[Exercise requirements]:
Print the first line of the data below and every one after it, through the line containing "solid #fff;border-radius:50%;background:#1a73e8;box-shadow:0 0", exactly as written.

%%

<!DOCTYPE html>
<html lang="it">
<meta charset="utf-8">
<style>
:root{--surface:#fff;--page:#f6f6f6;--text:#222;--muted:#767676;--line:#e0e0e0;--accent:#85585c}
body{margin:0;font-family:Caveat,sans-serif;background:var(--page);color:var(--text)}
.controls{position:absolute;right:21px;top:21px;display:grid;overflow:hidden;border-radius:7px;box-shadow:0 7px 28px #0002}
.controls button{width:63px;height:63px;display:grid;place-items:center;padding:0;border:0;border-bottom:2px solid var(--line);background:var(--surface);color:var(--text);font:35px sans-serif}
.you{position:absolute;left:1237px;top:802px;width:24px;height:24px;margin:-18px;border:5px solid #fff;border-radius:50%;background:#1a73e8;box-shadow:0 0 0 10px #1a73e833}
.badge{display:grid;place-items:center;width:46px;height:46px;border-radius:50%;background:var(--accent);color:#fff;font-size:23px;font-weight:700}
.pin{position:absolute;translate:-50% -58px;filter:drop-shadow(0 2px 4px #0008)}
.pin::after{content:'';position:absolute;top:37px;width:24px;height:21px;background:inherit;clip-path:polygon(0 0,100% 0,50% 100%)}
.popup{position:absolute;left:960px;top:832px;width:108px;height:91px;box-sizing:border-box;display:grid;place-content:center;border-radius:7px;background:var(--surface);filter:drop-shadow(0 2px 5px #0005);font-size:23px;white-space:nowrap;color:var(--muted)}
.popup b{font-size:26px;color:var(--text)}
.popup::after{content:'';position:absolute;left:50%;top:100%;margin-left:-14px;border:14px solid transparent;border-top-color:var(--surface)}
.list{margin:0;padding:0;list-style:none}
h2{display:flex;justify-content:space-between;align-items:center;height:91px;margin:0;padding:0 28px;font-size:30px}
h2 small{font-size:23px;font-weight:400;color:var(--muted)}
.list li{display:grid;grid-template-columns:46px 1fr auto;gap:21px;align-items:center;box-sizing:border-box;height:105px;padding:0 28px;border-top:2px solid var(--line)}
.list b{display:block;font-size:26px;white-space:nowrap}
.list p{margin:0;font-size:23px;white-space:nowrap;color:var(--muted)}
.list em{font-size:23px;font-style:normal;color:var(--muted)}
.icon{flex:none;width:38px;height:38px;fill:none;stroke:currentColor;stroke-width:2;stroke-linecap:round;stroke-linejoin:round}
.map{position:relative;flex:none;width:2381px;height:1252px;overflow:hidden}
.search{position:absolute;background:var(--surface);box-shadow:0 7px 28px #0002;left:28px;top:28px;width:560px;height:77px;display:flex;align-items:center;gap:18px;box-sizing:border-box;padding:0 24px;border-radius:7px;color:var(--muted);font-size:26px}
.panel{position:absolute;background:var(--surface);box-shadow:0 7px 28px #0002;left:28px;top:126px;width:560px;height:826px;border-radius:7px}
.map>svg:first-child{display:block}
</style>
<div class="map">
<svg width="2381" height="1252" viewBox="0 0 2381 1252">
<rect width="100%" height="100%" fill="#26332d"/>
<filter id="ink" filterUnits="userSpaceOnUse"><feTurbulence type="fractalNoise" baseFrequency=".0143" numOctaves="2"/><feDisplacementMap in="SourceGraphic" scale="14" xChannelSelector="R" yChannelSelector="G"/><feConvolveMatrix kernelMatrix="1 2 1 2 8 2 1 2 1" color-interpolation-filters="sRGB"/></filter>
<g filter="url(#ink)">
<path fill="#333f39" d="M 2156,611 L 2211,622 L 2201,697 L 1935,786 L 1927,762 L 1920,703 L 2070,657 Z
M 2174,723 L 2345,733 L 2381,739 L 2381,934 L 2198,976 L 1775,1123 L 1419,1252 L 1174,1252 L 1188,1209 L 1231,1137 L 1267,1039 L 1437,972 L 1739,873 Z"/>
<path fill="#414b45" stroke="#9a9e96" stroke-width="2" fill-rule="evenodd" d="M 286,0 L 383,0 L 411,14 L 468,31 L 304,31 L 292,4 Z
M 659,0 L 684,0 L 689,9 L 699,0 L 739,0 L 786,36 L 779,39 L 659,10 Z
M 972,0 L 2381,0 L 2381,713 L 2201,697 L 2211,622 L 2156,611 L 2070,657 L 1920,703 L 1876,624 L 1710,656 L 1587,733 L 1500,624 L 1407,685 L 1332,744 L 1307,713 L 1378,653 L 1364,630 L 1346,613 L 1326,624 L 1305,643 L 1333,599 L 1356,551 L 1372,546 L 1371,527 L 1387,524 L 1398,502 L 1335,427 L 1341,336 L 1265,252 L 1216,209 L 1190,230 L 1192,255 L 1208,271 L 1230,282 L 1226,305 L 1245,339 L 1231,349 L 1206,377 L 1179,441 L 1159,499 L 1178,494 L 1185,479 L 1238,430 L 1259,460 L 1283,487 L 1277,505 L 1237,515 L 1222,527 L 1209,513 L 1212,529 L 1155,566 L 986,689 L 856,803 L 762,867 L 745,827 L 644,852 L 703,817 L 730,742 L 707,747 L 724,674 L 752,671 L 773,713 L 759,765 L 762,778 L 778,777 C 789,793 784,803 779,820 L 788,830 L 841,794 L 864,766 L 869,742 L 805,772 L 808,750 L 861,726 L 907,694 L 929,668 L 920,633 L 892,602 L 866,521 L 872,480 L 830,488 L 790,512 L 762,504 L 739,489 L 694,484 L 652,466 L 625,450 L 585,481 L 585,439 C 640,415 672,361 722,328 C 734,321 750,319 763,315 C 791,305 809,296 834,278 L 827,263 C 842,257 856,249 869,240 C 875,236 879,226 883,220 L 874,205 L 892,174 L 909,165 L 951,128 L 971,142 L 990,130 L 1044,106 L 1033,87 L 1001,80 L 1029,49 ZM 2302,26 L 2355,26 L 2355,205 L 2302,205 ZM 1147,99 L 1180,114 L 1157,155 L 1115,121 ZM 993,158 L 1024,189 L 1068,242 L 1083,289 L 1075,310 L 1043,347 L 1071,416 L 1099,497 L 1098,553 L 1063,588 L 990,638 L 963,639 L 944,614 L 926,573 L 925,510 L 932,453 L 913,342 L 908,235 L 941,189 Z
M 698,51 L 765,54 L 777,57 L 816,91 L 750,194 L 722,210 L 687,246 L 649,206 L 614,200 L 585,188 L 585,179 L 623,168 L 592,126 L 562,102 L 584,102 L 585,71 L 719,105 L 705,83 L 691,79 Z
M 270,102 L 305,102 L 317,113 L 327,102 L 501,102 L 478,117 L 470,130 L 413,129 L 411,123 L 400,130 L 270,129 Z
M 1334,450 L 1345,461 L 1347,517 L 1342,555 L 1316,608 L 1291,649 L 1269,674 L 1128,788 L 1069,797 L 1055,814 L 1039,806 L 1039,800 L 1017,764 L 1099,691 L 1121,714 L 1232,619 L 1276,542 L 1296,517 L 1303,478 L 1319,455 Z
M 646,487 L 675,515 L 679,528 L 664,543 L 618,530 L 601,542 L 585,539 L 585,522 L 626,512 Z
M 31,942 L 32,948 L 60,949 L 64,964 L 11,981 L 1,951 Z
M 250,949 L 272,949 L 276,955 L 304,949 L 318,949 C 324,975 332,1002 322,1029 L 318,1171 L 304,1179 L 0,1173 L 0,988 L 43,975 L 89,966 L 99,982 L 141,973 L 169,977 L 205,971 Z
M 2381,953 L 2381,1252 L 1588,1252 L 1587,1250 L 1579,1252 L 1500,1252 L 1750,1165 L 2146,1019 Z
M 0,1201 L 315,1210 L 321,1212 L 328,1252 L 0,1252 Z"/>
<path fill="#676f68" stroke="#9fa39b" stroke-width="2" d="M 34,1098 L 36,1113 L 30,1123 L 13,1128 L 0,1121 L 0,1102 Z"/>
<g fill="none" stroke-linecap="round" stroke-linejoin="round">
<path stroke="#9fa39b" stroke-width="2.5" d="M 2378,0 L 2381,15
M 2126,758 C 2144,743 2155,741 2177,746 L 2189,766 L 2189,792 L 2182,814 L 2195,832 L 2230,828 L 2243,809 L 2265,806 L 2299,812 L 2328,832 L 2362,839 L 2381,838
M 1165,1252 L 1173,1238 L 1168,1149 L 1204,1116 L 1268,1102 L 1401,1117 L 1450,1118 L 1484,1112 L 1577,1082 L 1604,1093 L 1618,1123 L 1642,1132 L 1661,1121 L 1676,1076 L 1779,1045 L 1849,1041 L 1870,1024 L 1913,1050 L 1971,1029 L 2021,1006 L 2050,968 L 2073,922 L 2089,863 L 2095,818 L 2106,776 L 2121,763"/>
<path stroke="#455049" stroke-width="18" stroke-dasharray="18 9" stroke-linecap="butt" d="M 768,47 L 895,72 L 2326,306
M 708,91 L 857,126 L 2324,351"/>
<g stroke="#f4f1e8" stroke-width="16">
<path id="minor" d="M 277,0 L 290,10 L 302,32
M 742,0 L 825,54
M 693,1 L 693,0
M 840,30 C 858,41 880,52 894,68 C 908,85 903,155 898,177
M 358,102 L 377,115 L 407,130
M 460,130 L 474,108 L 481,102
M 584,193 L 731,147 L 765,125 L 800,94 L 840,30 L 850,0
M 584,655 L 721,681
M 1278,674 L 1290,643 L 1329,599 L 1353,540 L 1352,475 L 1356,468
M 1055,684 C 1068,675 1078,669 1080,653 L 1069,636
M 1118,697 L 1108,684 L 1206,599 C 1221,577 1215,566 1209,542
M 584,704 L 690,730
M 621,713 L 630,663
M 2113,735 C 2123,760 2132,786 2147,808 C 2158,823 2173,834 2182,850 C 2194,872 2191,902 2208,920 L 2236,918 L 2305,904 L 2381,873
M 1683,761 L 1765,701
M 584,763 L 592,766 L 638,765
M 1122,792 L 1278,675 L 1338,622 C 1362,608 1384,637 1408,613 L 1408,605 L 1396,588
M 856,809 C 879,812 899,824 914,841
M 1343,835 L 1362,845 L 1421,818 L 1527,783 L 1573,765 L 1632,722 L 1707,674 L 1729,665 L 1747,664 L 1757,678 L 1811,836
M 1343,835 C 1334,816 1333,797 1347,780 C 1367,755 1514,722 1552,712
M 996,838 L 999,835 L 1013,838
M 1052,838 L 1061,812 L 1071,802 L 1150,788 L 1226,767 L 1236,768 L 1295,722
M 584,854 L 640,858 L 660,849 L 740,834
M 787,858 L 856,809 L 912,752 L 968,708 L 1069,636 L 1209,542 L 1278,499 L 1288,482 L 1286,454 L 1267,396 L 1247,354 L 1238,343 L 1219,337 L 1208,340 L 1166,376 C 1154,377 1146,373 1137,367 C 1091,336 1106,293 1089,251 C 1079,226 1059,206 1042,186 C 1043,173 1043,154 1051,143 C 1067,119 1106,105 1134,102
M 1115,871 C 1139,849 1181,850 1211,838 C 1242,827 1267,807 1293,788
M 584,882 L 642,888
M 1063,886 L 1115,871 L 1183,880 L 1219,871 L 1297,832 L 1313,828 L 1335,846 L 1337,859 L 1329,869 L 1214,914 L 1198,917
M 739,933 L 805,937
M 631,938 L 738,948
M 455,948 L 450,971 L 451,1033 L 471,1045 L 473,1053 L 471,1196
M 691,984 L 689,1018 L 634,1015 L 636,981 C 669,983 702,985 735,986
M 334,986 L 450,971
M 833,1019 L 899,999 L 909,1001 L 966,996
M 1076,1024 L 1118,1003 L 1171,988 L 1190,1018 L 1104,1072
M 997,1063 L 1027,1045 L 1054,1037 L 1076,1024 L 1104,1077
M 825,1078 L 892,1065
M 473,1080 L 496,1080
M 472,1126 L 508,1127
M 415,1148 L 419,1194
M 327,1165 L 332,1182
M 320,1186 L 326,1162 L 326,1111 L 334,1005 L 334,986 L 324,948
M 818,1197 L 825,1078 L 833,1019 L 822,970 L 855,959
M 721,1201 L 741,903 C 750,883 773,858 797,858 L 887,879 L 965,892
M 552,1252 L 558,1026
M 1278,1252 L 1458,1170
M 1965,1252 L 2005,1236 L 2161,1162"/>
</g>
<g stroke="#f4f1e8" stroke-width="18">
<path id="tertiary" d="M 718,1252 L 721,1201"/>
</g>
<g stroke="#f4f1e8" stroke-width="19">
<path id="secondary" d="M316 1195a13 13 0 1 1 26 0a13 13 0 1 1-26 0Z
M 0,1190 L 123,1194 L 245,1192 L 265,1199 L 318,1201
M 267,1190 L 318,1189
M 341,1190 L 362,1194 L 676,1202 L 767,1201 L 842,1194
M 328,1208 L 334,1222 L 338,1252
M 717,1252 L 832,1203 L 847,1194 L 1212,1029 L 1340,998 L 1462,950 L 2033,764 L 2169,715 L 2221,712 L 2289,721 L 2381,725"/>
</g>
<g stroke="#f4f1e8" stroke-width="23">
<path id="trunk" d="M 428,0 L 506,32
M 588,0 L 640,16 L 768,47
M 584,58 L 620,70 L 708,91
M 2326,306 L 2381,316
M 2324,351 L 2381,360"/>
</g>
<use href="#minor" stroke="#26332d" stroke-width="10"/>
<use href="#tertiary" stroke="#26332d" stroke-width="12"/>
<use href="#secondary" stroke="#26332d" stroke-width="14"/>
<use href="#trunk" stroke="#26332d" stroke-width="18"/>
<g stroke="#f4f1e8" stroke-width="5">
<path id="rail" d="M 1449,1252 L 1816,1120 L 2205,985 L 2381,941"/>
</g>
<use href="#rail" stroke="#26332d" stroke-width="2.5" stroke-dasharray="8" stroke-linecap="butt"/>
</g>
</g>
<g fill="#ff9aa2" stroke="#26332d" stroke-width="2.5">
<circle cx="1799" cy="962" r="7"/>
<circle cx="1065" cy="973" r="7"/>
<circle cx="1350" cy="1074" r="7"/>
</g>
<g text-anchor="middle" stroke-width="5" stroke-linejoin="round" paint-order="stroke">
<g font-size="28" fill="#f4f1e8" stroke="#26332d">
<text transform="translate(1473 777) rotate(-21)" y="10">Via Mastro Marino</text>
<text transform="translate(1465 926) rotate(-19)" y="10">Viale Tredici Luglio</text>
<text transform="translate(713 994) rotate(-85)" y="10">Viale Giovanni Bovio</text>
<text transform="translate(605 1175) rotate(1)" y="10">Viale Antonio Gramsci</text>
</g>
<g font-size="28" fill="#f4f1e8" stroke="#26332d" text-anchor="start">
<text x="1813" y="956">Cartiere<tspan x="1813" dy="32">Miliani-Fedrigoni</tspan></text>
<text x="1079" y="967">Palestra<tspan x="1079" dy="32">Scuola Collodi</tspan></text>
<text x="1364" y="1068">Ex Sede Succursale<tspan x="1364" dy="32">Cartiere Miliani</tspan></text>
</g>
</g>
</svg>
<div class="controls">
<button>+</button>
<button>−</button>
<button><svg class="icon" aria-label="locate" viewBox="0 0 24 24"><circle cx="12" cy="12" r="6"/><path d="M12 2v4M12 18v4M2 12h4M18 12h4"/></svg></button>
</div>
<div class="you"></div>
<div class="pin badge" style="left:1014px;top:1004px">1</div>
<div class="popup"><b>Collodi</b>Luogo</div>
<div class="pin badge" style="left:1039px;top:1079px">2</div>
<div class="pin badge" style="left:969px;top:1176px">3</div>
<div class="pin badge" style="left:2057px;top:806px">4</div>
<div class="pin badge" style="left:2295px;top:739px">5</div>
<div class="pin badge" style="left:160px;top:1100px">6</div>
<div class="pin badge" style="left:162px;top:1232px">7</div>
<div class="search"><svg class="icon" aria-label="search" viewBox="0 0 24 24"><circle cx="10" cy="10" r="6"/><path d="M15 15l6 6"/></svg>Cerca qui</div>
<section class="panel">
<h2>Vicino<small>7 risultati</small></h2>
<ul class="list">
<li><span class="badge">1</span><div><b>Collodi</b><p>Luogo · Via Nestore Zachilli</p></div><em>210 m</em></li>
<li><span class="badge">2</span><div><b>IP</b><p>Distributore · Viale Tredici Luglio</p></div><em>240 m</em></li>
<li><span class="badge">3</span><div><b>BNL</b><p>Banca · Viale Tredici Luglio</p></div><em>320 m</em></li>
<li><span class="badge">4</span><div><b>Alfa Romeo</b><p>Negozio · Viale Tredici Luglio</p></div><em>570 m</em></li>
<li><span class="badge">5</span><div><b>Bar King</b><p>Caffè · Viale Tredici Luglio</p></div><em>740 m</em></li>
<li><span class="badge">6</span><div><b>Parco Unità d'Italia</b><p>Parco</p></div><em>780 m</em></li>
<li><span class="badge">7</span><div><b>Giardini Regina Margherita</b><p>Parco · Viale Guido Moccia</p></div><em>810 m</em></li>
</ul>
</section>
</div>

%%

[Written answer]:
<!DOCTYPE html>
<html lang="it">
<meta charset="utf-8">
<style>
:root{--surface:#fff;--page:#f6f6f6;--text:#222;--muted:#767676;--line:#e0e0e0;--accent:#85585c}
body{margin:0;font-family:Caveat,sans-serif;background:var(--page);color:var(--text)}
.controls{position:absolute;right:21px;top:21px;display:grid;overflow:hidden;border-radius:7px;box-shadow:0 7px 28px #0002}
.controls button{width:63px;height:63px;display:grid;place-items:center;padding:0;border:0;border-bottom:2px solid var(--line);background:var(--surface);color:var(--text);font:35px sans-serif}
.you{position:absolute;left:1237px;top:802px;width:24px;height:24px;margin:-18px;border:5px solid #fff;border-radius:50%;background:#1a73e8;box-shadow:0 0 0 10px #1a73e833}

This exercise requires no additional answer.